Table 2: Mix composition. Numbers 1, 2, 3 and 4 between brackets correspond to categories MIPU, MIPF, nMIPU, and nMIPF, respectively, defined in Section 4.

| Mix type  | Mix | Benchmarks (categories) |              |               |               |  |
|-----------|-----|-------------------------|--------------|---------------|---------------|--|
| Combined  | m0  | tonto (4)               | h264ref (3)  | hmmer (2)     | omnetpp (1)   |  |
|           | m1  | bwaves (2)              | gamess (3)   | GemsFDTD (3)  | sjeng (3)     |  |
|           | m2  | astar (1)               | bzip2 (1)    | gcc (2)       | GemsFDTD (3)  |  |
|           | m3  | gamess (3)              | GemsFDTD (3) | leslie3d (2)  | wrf (2)       |  |
| Memory    | m4  | xalancbmk (1)           | gcc (2)      | gobmk (2)     | dealII (1)    |  |
| intensive | m5  | leslie3d (2)            | dealII (1)   | soplex (2)    | gromacs (2)   |  |
|           | m6  | mcf (2)                 | soplex (2)   | perlbench (2) | xalancbmk (1) |  |
|           | m7  | dealII (1)              | soplex (2)   | xalancbmk (1) | gobmk (2)     |  |

To evaluate the first scenario, mixes were designed with benchmarks randomly chosen from the identified categories. To evaluate the second scenario, the designed mixes only include memory intensive applications from MIPU and MIPF categories. We refer to the first type of mixes as *combined* and to the second type as *memory-intensive*. Table 2 shows the composition of the mixes. Mixes from m0 to m3 are combined and mixes from m4 to m7 are memory-intensive.

#### 6.2. Performance Indexes

To evaluate multicore performance, for each mix, we use the harmonic mean of IPC and the *Harmonic Mean of Individual Speedup*, which in addition to quantify performance also provide a notion of fairness [39].

Harmonic Mean of Individual Speedup is calculated according to Equation 1.

$$WS_{hm} = \frac{n}{\sum_{i=1}^{n} \frac{1}{IS_i}} \tag{1}$$

Where  $IS_i$  represents the *Individual Speedup* of application *i* that is obtained according to Equation 2, where *n* refers to the number of benchmarks in the mix.
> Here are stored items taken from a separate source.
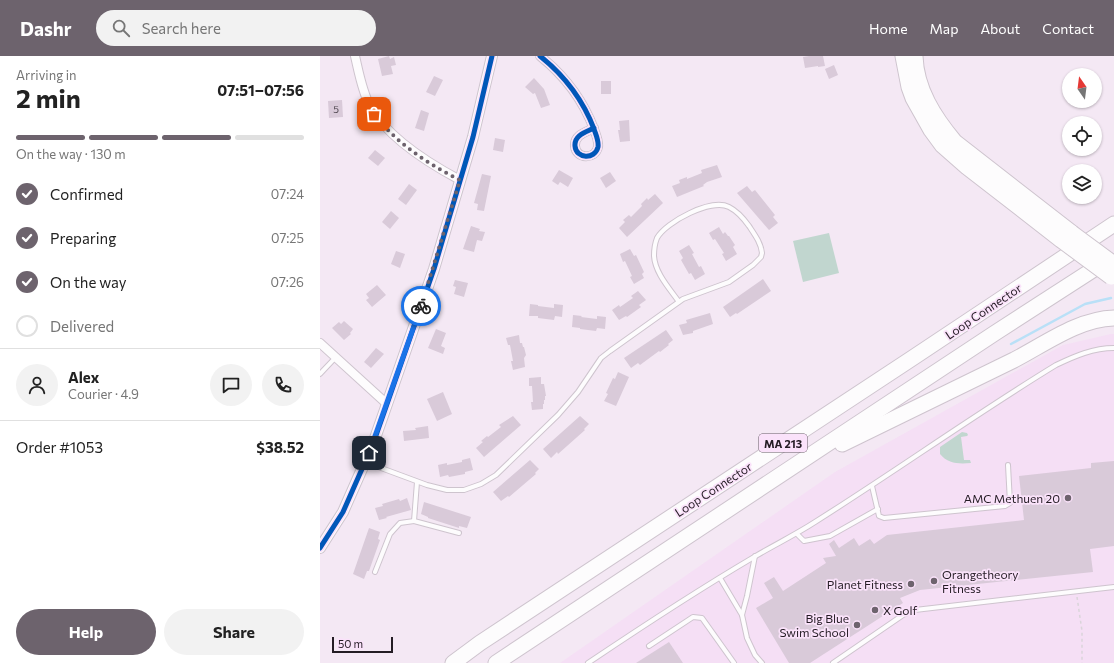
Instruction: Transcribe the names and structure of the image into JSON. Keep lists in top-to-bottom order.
{
  "streets": {
    "highway": ["Loop Connector", "MA 213"]
  },
  "places": [
    "AMC Methuen 20",
    "Orangetheory Fitness",
    "Planet Fitness",
    "X Golf",
    "Big Blue Swim School"
  ],
  "house_numbers": ["5"],
  "scale_bar": "50 m",
  "north": "top",
  "page": {
    "header": "Dashr",
    "search": "Search here",
    "nav": [
      "Home",
      "Map",
      "About",
      "Contact"
    ],
    "heading": ["2 min", "Arriving in", "07:51–07:56"],
    "panel": [
      "Alex",
      "Courier · 4.9",
      "Order #1053",
      "$38.52"
    ],
    "bar": "On the way · 130 m",
    "list": [
      ["Confirmed", "07:24"],
      ["Preparing", "07:25"],
      ["On the way", "07:26"],
      "Delivered"
    ],
    "buttons": ["Help", "Share"],
    "scale": "50 m"
  }
}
$$IS_i = \frac{IPC_{i,multi}}{IPC_{i,alone}} \quad \forall i \in \{1, n\}$$
<sup>(2)</sup>

Individual Speedup estimates how much the performance of an individual benchmark is affected by its co-runners, by comparing the IPC of the application running in the CMP with co-runners and running alone. Experimental results consider  $IPC_{i,alone}$  as the IPC of application *i* in isolated execution with the prefetcher enabled.

Table 3: Thresholds used in ADP.

|              |              | Thresholds     |                  |              |
|--------------|--------------|----------------|------------------|--------------|
| Low Accuracy | Low Coverage | Rise in misses | High % ROB stall | High BWNO    |
| < 40%        | < 30%        | > 15%          | > 60%            | > 2.75 banks |

## 7. Experimental Evaluation

To evaluate the proposed prefetcher, ADP is compared to the same system without prefetching and two other prefetchers: HPAC [8] and an aggressive prefetcher. HPAC is an adaptive prefetcher that implements throttling up and down policies to control the aggressiveness. The aggressive prefetcher is always working at the maximum aggressiveness level (4 blocks). The adaptive prefetchers (HPAC and ADP) use 2-block and 4-block as middle and high aggressiveness levels, respectively. The lowest aggressiveness is set to 1-block for HPAC<sup>2</sup>, while ADP completely deactivates the prefetcher<sup>3</sup>. The ADP threshold values used in the experiments for Algorithm 1 and Algorithm 2 are shown in Table 3. Parameters were empirically determined using a limited number of simulation runs and optimized to reduce the number of memory accesses. Therefore, further performance improvements could be achieved but at the cost of increasing the number of main memory accesses.

<sup>&</sup>lt;sup>2</sup>HPAC does not deactivate prefetchers.

<sup>&</sup>lt;sup>3</sup>Notice that this allows reducing even more memory accesses for those applications that do not take advantage of prefetching while providing more bandwidth for the others.

#### 7.1. Performance Analysis

Before studying the performance on multicore execution, we explore the potential of the compared prefetching approaches in the system in absence of interference due to memory requests from other applications.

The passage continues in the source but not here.